Saturday, July 23, 2016

FEDERAL APPEALS COURT RULES AGAINST TEXAS VOTER ID LAW

BY Carter Sherman

Houston Press
July 20, 2016

The Texas voter ID law discriminates against minority Texans and violates the Voting Rights Act, a federal appeals court ruled Wednesday.

The U.S. Fifth Court of Appeals decision affirmed three previous, lower court rulings which also ruled that the 2011 law does not comply with the Voting Rights Act, which prevents racial discrimination in voting. The decision could be considered surprising for the appellate court, seen as one of the most conservative in the country, as the Houston Press has previously written. (But then again, they also recently ruled that the Second Amendment does not give regular people the right to own machine guns.)

Under the Texas law, the only forms of acceptable ID were a Texas personal ID card, a Texas Election Identification Certificate, a Texas license to carry a handgun, a U.S. military ID, a U.S. citizenship certificate or a U.S. passport. All of those IDs had to include a photo of the potential voter, with some exemptions (such as a religious objection to being photographed).

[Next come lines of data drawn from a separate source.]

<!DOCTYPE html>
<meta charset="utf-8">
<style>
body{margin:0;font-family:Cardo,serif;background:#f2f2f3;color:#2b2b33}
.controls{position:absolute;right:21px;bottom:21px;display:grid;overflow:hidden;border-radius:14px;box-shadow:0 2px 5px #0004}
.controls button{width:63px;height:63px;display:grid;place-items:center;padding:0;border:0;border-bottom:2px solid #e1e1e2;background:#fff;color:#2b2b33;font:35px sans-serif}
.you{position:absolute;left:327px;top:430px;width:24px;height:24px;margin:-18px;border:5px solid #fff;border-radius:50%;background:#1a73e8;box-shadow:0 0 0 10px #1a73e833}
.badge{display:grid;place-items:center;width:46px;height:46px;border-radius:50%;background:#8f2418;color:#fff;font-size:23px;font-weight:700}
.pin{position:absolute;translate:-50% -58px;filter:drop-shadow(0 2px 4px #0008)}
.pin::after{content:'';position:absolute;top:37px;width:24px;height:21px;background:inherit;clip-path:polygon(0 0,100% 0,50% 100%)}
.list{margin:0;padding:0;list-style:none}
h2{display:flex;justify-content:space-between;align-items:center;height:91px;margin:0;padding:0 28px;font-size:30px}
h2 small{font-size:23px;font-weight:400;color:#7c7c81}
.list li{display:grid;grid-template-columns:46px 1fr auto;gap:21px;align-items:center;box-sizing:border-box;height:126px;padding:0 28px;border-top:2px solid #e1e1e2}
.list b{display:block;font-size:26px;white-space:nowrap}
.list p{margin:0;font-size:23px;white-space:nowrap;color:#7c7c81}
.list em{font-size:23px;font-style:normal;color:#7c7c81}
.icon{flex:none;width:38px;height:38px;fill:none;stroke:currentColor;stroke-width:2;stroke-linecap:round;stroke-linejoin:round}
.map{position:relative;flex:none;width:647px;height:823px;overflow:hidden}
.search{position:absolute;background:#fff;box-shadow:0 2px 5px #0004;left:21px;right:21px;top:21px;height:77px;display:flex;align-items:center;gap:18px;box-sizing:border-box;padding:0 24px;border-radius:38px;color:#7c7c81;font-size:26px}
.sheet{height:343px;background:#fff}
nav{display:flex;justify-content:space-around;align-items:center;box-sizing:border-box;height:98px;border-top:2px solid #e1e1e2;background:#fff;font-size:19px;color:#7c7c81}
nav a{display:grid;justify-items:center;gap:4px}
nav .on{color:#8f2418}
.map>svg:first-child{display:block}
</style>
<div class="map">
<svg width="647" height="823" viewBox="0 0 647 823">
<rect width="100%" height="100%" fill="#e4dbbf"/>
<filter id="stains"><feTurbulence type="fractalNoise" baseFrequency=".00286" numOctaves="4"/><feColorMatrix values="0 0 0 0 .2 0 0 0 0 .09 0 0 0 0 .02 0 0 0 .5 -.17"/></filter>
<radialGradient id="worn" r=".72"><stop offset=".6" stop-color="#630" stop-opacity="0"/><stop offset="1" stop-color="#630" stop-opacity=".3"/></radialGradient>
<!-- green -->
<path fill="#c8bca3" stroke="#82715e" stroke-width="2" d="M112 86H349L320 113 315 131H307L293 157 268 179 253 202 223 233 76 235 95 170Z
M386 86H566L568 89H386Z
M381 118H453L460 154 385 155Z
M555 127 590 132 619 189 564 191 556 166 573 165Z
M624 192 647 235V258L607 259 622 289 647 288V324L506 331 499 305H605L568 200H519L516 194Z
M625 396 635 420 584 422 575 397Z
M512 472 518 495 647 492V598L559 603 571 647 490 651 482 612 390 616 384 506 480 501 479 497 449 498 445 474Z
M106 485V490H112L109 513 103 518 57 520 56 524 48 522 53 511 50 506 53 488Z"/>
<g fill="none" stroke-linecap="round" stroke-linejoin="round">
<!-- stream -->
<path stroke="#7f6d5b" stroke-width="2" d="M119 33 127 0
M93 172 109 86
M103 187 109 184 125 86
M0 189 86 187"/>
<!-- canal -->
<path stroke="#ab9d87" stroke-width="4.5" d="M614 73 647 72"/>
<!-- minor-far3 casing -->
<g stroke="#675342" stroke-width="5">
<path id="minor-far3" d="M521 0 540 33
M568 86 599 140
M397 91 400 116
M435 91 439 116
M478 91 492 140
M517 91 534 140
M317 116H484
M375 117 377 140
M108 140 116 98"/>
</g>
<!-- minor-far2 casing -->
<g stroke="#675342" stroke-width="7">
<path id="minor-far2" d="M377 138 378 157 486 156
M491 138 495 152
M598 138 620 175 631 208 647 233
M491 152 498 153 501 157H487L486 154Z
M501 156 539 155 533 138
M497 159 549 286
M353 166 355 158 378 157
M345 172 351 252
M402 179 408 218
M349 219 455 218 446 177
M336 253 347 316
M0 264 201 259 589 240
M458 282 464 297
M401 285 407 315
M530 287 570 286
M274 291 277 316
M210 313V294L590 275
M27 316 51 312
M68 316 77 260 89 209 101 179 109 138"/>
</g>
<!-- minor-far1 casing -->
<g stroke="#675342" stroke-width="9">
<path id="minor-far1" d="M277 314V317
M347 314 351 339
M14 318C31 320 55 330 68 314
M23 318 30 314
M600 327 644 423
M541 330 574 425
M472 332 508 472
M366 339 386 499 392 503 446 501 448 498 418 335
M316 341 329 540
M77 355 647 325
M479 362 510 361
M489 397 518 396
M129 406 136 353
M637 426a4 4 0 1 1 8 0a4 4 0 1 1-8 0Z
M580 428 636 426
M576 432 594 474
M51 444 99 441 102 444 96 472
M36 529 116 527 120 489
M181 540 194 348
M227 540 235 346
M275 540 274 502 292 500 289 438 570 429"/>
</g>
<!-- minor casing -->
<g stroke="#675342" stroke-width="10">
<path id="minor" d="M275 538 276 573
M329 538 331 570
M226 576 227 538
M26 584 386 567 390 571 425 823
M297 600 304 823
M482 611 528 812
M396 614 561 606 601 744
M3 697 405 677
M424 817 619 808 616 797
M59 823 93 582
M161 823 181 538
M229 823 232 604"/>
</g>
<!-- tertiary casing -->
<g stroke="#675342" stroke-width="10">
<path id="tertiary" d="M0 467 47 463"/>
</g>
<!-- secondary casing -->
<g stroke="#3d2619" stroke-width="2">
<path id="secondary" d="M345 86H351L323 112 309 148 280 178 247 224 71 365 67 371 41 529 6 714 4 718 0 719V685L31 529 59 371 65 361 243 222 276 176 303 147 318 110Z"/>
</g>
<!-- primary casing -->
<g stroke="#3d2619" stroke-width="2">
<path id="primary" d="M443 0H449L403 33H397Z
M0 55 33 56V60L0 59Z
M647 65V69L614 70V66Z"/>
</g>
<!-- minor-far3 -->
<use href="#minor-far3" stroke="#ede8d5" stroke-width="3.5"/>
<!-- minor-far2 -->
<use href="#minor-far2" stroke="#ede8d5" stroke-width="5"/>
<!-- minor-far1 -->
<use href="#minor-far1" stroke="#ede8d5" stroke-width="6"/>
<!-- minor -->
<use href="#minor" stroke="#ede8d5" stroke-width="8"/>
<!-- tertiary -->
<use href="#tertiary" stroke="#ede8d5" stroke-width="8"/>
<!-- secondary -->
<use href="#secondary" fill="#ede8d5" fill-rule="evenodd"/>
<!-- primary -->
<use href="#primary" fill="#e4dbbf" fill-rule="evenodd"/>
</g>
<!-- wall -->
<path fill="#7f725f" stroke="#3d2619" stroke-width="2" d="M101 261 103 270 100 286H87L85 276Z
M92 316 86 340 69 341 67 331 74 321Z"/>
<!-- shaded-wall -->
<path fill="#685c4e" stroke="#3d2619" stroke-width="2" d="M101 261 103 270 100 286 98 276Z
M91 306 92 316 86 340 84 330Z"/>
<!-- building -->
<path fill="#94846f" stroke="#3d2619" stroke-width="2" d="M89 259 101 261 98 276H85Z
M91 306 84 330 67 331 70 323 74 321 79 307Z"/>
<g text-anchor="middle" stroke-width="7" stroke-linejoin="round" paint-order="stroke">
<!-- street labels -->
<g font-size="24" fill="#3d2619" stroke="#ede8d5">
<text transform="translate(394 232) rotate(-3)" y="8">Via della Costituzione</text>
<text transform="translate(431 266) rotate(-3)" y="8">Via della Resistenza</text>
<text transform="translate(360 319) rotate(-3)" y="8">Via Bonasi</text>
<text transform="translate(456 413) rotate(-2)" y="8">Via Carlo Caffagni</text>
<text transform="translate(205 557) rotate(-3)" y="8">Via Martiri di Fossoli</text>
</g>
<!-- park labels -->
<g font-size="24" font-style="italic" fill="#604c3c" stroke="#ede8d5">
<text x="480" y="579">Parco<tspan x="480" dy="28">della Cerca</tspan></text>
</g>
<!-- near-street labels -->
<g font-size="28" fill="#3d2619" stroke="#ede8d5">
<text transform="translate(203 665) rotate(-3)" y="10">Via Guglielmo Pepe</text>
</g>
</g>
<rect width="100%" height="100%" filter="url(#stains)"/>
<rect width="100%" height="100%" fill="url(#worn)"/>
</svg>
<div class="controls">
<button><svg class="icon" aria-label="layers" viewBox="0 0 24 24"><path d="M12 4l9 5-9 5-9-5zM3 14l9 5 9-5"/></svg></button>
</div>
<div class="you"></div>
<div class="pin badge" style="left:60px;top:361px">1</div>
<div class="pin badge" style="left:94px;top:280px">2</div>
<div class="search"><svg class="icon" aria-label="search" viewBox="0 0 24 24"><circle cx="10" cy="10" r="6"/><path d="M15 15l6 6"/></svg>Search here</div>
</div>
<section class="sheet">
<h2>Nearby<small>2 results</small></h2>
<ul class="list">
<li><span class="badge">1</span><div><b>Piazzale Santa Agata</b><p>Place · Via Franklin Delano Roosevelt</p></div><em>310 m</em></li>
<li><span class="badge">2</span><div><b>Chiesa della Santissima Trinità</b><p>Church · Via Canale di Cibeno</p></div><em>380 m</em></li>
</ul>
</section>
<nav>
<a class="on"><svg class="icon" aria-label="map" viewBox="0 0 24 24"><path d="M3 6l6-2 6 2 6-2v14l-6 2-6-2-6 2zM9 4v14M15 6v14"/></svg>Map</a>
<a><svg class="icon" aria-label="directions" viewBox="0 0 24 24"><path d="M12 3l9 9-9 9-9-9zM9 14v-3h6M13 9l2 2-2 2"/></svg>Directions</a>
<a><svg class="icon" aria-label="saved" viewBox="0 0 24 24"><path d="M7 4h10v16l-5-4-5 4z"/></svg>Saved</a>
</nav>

This list of acceptable IDs is the shortest of any state's.

Gov. Greg Abbott, Attorney General Ken Paxton and other supporters of the law have long maintained that the law merely aims to protect against voter fraud.

In a Wednesday statement, Abbott said that the court “wrongly concluded the law had a discriminatory effect. Voter fraud is real, and it undermines the integrity of the election process.”

However, the case's plaintiffs' – including U.S. Congressman Marc Veasey, whose 33rd Congressional District takes in Dallas and Tarrant counties – argued that the law was really designed to keep black and Hispanic Texans from voting. Experts testified that even among registered voters, Hispanics and blacks were 195 percent and 305 percent – respectively – more likely than whites to lack the ID that the Texas law required.

Abbott also congratulated the court for reversing a lower court's ruling that the law had been passed with actually racist motives – but that's a bit of a simplification. The appellate court did decide that the district court's evidence for that conclusion was weak. Yet its ruling also pointed out, “There remains evidence to support a finding that the cloak of ballot integrity could be hiding a more invidious purpose… The absence of direct evidence such as a 'let's discriminate' email cannot be and is not dispositive,” or conclusive.

That ambiguity is what led the judges to send the decision back to a lower court, to decide whether or not to actually halt the law. However the law now can't be enforced – as currently written – in the upcoming 2016 elections.

“I am elated that after a long battle, Texans will once again be able to exercise one of their fundamental rights as U.S. citizens,” Veasey said in a statement Wednesday. “There is no more sacred right as an American than the right to vote.”

EDITOR’S NOTE: One thing is for sure. This ruling will make it easier for dead people to vote.

2 comments:

bob walsh said...

What's the matter Howie, you got something against dead people? Dead people in Chicago and Dallas were responsible for JFK getting elected.

Anonymous said...

Lyndon Johnson was voted in by the folks in Duvall County Cemetery.